• YOUR INSTRUCTIONS: In the lines below, the string "serif" may appear; say how many lines hold it and give nothing more.

(Records from a dataset)
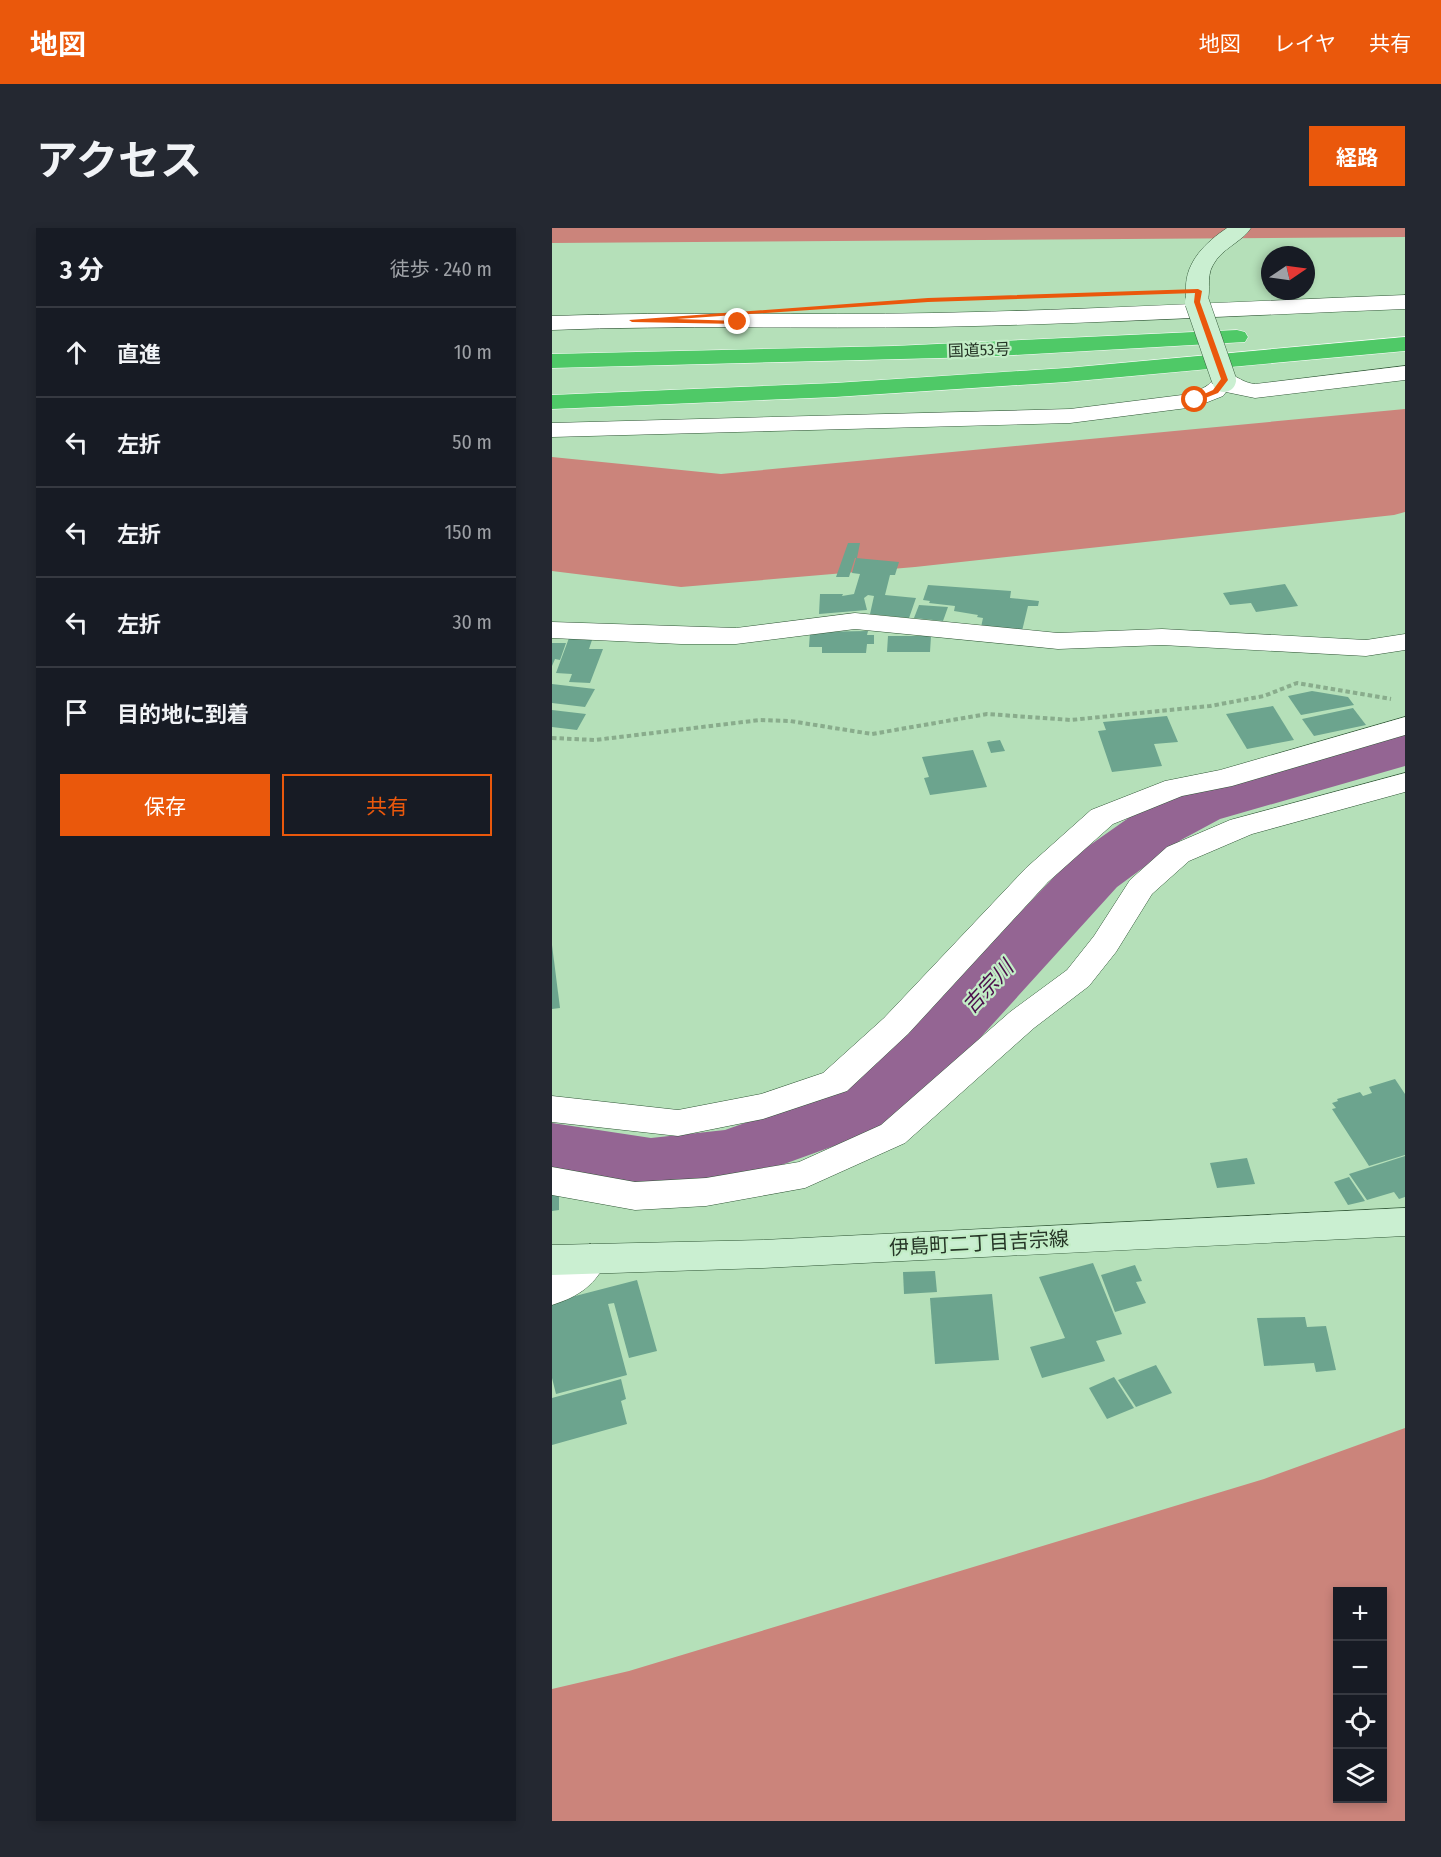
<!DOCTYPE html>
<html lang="ja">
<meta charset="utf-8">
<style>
:root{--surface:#171b24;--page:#242831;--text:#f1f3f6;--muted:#9ea1a6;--line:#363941;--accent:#ea580c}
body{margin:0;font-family:"Fira Sans Condensed","Noto Sans JP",sans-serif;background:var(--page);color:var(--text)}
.controls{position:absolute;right:18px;bottom:18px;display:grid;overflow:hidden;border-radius:0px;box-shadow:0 3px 9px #0003}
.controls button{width:54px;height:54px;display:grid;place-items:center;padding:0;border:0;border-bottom:2px solid var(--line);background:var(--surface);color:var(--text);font:30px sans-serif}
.compass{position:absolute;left:709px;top:18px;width:54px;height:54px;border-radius:50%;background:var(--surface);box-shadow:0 3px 9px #0003;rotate:77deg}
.stop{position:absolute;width:18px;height:18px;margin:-14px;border:4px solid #ea580c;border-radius:50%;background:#fff}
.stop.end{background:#ea580c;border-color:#fff;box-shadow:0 2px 6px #0008}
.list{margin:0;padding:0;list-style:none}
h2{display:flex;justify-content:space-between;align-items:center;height:78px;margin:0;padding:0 24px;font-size:26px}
h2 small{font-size:20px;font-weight:400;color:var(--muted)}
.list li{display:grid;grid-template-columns:39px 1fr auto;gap:18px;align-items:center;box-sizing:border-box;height:90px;padding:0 24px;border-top:2px solid var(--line)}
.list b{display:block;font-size:22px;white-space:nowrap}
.list em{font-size:20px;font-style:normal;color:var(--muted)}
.actions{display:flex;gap:12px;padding:18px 24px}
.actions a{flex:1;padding:14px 0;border:2px solid var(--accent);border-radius:0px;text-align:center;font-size:21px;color:var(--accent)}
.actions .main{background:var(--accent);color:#fff}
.icon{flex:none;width:33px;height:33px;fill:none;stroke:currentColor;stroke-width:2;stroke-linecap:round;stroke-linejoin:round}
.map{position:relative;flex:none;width:853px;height:1593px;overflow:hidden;border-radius:0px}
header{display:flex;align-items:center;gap:36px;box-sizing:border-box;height:84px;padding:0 30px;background:var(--accent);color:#fff}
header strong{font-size:28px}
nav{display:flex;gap:33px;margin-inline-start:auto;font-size:21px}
.intro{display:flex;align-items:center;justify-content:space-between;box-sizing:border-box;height:144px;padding:0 36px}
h1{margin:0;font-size:42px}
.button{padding:15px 27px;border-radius:0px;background:var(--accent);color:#fff;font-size:21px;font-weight:700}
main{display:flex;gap:36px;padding:0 36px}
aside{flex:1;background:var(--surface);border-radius:0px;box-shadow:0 3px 9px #0003}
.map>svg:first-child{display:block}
</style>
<header>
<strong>地図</strong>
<nav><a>地図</a><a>レイヤ</a><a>共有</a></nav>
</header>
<div class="intro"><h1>アクセス</h1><a class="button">経路</a></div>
<main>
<aside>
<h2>3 分<small>徒歩 · 240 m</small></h2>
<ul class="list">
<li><svg class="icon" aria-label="ahead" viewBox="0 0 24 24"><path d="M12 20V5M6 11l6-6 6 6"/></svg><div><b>直進</b></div><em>10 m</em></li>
<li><svg class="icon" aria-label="left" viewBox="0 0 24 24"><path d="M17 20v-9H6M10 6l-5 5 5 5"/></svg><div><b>左折</b></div><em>50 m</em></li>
<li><svg class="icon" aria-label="left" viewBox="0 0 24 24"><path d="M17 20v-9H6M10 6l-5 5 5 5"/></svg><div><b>左折</b></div><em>150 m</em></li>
<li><svg class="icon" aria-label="left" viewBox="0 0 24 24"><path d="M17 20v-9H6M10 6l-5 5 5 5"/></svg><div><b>左折</b></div><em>30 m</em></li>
<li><svg class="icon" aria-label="arrive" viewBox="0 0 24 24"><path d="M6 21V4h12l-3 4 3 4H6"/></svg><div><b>目的地に到着</b></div></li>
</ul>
<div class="actions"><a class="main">保存</a><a>共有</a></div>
</aside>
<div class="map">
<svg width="853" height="1593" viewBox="0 0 853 1593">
<rect width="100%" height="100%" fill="#b5e0b9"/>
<g fill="#cb847b" fill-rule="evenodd">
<path d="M 0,0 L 853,0 L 853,9 L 0,15 Z"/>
<path d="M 853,181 L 853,284 L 842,287 L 363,339 L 129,359 L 0,343 L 0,229 L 169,246 Z"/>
<path d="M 853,1200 L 853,1593 L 0,1593 L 0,1461 L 77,1443 L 712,1251 ZM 786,1364 L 830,1364 L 830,1570 L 786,1570 Z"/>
</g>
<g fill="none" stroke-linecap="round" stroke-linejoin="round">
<path fill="#946593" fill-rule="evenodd" d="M 853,500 L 853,538 L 668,591 L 629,612 L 565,659 L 409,831 L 340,897 L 177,956 L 99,966 L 0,949 L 0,895 L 99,910 L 173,902 L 290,861 L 361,797 L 521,629 L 585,584 L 626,563 Z"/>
</g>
<g fill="#6ca48e">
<path d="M 296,315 L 308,315 L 305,330 L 303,330 L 297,349 L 284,349 Z"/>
<path d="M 304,330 L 347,334 L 343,347 L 338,347 L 333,367 L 364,370 L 357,390 L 318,386 L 322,368 L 316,367 L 312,370 L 315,382 L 267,386 L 268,366 L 291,366 L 290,368 L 302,366 L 308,346 L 300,345 Z"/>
<path d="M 733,356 L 746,378 L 704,384 L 699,375 L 678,377 L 671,365 Z"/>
<path d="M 376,357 L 459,363 L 458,370 L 487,373 L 486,378 L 476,378 L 470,403 L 429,399 L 431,390 L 425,389 L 426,387 L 402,383 L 403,378 L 377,375 L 378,373 L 371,372 Z"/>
<path d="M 367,377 L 396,379 L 391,393 L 362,390 Z"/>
<path d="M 316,403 L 315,407 L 322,407 L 322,416 L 315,416 L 314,425 L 270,425 L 270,419 L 257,419 L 258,404 Z"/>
<path d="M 336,408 L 379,408 L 378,424 L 335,424 Z"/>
<path d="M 17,410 L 40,412 L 37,421 L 51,421 L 38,455 L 17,454 L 20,446 L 4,445 Z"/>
<path d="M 0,415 L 14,415 L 8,432 L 3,431 L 0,438 Z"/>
<path d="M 0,456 L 43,461 L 33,479 L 0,475 Z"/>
<path d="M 760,463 L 796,469 L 802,477 L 749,487 L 736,468 Z"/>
<path d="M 721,478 L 742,512 L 695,521 L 674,486 Z"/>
<path d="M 801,480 L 814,497 L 762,508 L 750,491 Z"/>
<path d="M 0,482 L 34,486 L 25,502 L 0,499 Z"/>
<path d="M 615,488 L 626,514 L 602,516 L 610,538 L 560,544 L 546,503 L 554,502 L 551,494 Z"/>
<path d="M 448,512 L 453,523 L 439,525 L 435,514 Z"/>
<path d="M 421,522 L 435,559 L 378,567 L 372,550 L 377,549 L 370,529 Z"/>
<path d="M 0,717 L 8,780 L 0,781 Z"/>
<path d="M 843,851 L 853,866 L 853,927 L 817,938 L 780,881 L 784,880 L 780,875 L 786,873 L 785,871 L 808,864 L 811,868 L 820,865 L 817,859 Z"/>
<path d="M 853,928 L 853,969 L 847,971 L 842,964 L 815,972 L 797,946 Z"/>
<path d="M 695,930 L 703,956 L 665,960 L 658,935 Z"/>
<path d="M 797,949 L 813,973 L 796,977 L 782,954 Z"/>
<path d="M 7,964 L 7,982 L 0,983 L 0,965 Z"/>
<path d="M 541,1035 L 570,1106 L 544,1113 L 553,1133 L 490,1150 L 478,1119 L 513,1110 L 487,1049 Z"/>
<path d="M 583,1037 L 590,1053 L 584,1054 L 594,1075 L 563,1084 L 549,1047 Z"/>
<path d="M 383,1043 L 385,1064 L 352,1066 L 351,1044 Z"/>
<path d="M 85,1052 L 105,1123 L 77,1130 L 62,1075 L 56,1076 L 75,1147 L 4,1166 L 0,1150 L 0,1074 Z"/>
<path d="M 440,1066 L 447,1132 L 383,1136 L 378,1070 Z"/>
<path d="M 753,1089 L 755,1099 L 774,1098 L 784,1142 L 764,1144 L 762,1135 L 712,1138 L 705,1090 Z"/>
<path d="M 604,1137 L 620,1165 L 584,1179 L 566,1152 Z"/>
<path d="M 562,1149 L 582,1180 L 555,1191 L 537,1160 Z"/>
<path d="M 69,1151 L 74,1171 L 69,1173 L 75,1196 L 0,1217 L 0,1170 Z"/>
</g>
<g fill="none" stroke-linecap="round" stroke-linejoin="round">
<defs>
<g id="street">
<path d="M 853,67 L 853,81 C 696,87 538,96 381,99 C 254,101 127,97 0,102 L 0,88 C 127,83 254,88 381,85 C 538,82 696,73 853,67 Z"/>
<path d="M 853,138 L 853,152 L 703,170 L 674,164 L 671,168 L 643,179 L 518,195 L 0,209 L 0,195 L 518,181 L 638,166 C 643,163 651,161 656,157 C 664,150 668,141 680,147 C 689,151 693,155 703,156 Z"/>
<path d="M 303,385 L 506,405 L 610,401 L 814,412 L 853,406 L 853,422 L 814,428 L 610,417 L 506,421 L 303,401 L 184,416 L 129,416 L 0,410 L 0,394 L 184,400 Z"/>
<path d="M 853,489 L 853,507 L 680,558 L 630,568 L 561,596 L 496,654 L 356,806 L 295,863 L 211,891 L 126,908 L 0,894 L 0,868 L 126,882 L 209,866 L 271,845 L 332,790 L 474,640 L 539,582 L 613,553 L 668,542 Z"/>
<path d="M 853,545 L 853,564 L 700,606 L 637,633 L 600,666 L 564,724 L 537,758 L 482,800 L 353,915 L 253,960 L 154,978 L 83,982 L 0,967 L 0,939 L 83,954 L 154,950 L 247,934 L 329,897 L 458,784 L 515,742 L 542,708 L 578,652 L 615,619 L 678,592 Z"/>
<path d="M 38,1016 L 51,1021 L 56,1031 C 43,1057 28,1068 0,1077 L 0,1045 C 16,1037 21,1022 38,1016 Z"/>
</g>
<g id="secondary">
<path d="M 675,0 L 699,0 C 689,15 670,20 661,37 C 653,50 661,67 653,79 L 645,81 L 637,79 C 633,73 634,67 634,61 C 633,34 654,14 675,0 Z"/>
<path d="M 853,980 L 853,1008 L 211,1040 L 0,1047 L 0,1017 L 211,1012 Z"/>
</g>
<g id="highway">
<path d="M 685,102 L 693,104 L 696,109 L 693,114 L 428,129 L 0,140 L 0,126 L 342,118 Z"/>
<path d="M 853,109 L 853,123 L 514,154 L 283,169 L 0,181 L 0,167 L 283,155 L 514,140 Z"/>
</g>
</defs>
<use href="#street" stroke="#305636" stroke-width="1"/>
<use href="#secondary" stroke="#305636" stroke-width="1"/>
<use href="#highway" stroke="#fff" stroke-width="1"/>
<path stroke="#89ac8c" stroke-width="4" stroke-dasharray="4.5 3" stroke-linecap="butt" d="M 0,510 L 43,512 L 208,492 L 238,493 L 320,506 L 435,486 L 519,492 L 658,478 L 712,468 L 745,455 L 839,471"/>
<use href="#street" fill="#fff" fill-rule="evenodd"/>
<use href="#secondary" fill="#caefd1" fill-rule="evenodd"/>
<use href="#highway" fill="#4fc967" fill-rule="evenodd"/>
<defs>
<path id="secondary-bridge" d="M 645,74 L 672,152"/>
</defs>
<use href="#secondary-bridge" stroke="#305636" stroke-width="25" stroke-linecap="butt"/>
<use href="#secondary-bridge" stroke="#caefd1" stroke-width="24"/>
</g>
<path fill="#ea580c" d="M 646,61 L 650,63 L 648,74 L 676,152 L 666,165 L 643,174 L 641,171 L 661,162 L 669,151 L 642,74 L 643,65 L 376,74 L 125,91 L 188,93 L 186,96 L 80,94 L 77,92 L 376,70 Z"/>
<g text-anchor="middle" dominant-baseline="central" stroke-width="4.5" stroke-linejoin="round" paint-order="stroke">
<g font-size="16" fill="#253526" stroke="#c2edc6">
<text transform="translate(427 122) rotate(-2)">国道53号</text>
</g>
<g font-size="20" fill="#253526" stroke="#c2edc6">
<text transform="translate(427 1015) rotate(-3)">伊島町二丁目吉宗線</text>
</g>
<g font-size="21" font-style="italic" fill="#4b0d4b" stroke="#c2edc6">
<text transform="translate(436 759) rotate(-47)">吉宗川</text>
</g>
</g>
</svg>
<div class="controls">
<button>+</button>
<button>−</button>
<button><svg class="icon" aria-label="locate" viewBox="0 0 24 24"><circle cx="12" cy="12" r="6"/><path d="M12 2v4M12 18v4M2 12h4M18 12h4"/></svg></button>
<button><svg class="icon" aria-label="layers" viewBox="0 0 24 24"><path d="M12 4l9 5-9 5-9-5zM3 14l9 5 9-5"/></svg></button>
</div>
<svg class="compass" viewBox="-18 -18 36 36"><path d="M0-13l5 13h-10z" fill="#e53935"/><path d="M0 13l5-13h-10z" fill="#9ea1a6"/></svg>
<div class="stop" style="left:643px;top:172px"></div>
<div class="stop end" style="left:186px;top:94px"></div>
</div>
</main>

• YOUR SOLUTION: 2